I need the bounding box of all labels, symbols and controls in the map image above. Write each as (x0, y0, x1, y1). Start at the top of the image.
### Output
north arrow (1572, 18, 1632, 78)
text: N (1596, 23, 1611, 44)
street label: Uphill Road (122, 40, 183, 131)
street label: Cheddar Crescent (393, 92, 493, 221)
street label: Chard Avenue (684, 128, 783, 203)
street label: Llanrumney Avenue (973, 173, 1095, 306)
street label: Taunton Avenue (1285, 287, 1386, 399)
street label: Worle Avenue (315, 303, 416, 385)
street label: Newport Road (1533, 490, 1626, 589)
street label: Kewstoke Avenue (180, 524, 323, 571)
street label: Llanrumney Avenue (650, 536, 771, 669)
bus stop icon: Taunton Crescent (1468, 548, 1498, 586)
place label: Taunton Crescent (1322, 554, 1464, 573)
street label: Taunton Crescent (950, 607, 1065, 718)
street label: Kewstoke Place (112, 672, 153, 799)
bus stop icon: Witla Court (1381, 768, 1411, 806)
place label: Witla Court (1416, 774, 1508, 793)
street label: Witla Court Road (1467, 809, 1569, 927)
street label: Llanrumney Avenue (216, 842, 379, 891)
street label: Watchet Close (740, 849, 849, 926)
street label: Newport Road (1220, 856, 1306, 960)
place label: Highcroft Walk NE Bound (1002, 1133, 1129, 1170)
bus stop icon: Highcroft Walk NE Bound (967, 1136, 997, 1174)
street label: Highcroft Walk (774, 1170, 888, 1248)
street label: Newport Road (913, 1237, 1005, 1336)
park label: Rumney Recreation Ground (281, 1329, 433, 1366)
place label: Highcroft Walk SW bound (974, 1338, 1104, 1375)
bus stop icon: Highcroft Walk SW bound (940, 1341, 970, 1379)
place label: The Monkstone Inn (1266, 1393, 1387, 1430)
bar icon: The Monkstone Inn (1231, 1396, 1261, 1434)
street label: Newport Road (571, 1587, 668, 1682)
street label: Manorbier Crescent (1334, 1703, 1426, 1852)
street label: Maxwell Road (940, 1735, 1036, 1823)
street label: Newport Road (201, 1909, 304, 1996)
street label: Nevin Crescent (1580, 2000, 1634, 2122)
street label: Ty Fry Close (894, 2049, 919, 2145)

* Required action
The answer must consist of each line in the entries above that includes "stop".

* Response
bus stop icon: Taunton Crescent (1468, 548, 1498, 586)
bus stop icon: Witla Court (1381, 768, 1411, 806)
bus stop icon: Highcroft Walk NE Bound (967, 1136, 997, 1174)
bus stop icon: Highcroft Walk SW bound (940, 1341, 970, 1379)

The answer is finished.